The Island of Sea Women is a 2019 historical novel written by American author Lisa See. Set on the Korean island of Jeju, the novel tells the story of a friendship between Mi-ja, the daughter of a Japanese collaborator, and Young-Sook, the heir apparent in a family of haenyeo. Throughout the decades from Japanese rule to the modern era, the two become close but find their relationship strained as a result of their backgrounds.

See researched haenyo and visited South Korea to interview some of the women divers for the novel.

== Plot summary ==
The story alternates between five historical parts narrated from Young-Sook's point of view and interludes set in 2008, where an older Young Sook meets Mija's descendants. The primary characters are haenyeo, all-female free divers who harvest sea creatures such as abalone and sea urchins from the ocean floor. The women are the primary providers who control the money, but their husbands still inherit land and perform ancestor worship.

Young Sook and Mija are lifelong friends who live on the volcanic island of Jeju, in the village of Hado. From 1910 to 1945, Korea was brutally ruled by Japan, and Koreans who worked for the colonial government were known as collaborators. Young-Sook is the daughter of a respected haenyeo chief while Mija is the orphaned daughter of a collaborator. As a result, Mija is seen as an outcast and abused by her aunt and uncle. Young-sook's mother takes her on as a surrogate daughter, letting her dive with their haenyeo collective, and the two become best friends.

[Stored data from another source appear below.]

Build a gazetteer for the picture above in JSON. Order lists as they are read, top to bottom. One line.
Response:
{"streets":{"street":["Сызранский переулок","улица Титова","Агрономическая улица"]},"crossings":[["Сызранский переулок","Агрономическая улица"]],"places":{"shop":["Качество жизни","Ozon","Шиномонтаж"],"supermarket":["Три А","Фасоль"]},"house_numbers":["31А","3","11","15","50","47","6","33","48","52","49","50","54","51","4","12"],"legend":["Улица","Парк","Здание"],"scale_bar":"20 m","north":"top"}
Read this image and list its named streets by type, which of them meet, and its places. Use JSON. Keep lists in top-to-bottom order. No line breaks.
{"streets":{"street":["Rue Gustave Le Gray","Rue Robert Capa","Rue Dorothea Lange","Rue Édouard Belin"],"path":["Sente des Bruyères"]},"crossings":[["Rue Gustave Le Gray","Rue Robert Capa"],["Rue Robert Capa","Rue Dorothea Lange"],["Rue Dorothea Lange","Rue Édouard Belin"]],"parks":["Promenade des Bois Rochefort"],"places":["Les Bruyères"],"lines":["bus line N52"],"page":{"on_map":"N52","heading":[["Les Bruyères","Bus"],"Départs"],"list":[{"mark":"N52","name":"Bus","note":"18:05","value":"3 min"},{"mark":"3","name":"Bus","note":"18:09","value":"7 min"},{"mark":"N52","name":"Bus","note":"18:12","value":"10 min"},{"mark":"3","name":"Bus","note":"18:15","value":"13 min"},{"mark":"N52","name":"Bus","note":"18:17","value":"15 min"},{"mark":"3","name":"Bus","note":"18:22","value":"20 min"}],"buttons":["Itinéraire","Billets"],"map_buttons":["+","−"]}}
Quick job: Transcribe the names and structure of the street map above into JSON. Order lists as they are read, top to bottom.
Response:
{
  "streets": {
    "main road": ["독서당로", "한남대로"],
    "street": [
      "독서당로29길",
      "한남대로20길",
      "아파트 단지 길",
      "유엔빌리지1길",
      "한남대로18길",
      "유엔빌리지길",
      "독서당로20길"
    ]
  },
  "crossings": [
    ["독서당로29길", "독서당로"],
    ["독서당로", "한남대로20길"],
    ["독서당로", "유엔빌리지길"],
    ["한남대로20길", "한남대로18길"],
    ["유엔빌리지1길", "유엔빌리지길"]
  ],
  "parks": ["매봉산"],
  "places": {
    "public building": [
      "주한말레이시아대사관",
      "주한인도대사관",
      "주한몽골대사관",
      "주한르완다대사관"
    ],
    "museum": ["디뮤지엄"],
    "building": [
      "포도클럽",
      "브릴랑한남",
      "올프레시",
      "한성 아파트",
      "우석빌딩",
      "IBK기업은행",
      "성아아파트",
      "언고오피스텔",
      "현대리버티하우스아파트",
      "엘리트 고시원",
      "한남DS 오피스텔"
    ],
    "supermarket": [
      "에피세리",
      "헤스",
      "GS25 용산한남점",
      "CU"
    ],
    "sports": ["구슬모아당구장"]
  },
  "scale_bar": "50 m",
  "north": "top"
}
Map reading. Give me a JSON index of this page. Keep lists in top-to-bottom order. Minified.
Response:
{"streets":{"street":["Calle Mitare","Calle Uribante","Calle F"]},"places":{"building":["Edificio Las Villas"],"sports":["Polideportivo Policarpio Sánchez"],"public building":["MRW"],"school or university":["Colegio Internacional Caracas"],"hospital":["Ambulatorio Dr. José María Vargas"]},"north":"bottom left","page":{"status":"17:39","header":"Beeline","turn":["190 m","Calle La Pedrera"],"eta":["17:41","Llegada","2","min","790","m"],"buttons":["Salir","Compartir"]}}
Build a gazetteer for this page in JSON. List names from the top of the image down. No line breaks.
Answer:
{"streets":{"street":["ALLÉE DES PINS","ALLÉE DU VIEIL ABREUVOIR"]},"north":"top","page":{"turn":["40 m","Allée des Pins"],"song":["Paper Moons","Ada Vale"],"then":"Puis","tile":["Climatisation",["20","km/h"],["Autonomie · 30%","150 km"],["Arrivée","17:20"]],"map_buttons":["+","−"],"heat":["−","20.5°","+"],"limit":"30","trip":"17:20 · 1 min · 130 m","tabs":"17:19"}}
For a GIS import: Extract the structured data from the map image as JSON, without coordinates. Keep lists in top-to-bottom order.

In 1938, on their first dive, fifteen-year-old Young-Sook gets into an accident with Yu-ri, the daughter of her mother's best friend Do-saeng. Yu-ri greedily chases after octopus and is nearly killed; after being in a coma for weeks, she can no longer speak or function independently. Young-sook feels guilty and thinks that Do-saeng holds her responsible. Young-sook's mother is shaken by the accident; when Young-sook captures her first abalone, her mother becomes caught underwater and drowns.

Do-saeng becomes chief of the collective and treats Young-sook coldly. Now the primary breadwinner for her family, Young-sook travels abroad to dive; Mi-ja always accompanies her. In 1944, the pair return home ready for marriage. On the deck, they meet Sang-mun, a wealthy and handsome Korean man whose father is a collaborator. Young-sook is immediately smitten with him, but he is more interested in Mi-ja. Mi-ja suddenly becomes afraid and withdrawn, while Young-sook is distraught to discover that two of her brothers were conscripted by the Japanese army and her father is an alcoholic.

Young-sook's grandmother arranges marriages for both girls. Mi-ja is given to Sang-mun and taken to live in Jeju City. Young-sook is married to Jun-bu, the son of Do-saeng and brother of Yu-ri, who is a student. Although she feels disappointed at first, Young-sook and Jun-bu fall in love. Meanwhile, Sang-mun abuses Mi-ja and completely controls her. While their husbands are abroad, the two women go on another diving expedition, where they give birth to their first children together. By the time they return to Jeju, the Japanese are losing WWII, and Korea is partitioned by the Soviet Union and America, leaving the people feeling like they have been colonized again.

Young-sook and Jun-bu move to the village of Bukchon, where he is a teacher. Young-sook joins the local diving collective, grows her family, and takes care of Yu-ri. The Americans control Jeju's government and puts former collaborators, including Sang-mun, in charge. Their leaders are fervently anticommunist and rightwing; anyone who disagrees with them is labeled a communist and can be arrested, shot, and killed along with their entire family. As a teacher, Jun-bu is seen as a leftist troublemaker. The family attends rallies and protests for free elections and democracy, including the Sam-il Demonstrations and February 1948 General Strike. The anti-communist government increasingly cracks down, banning any form of dissent.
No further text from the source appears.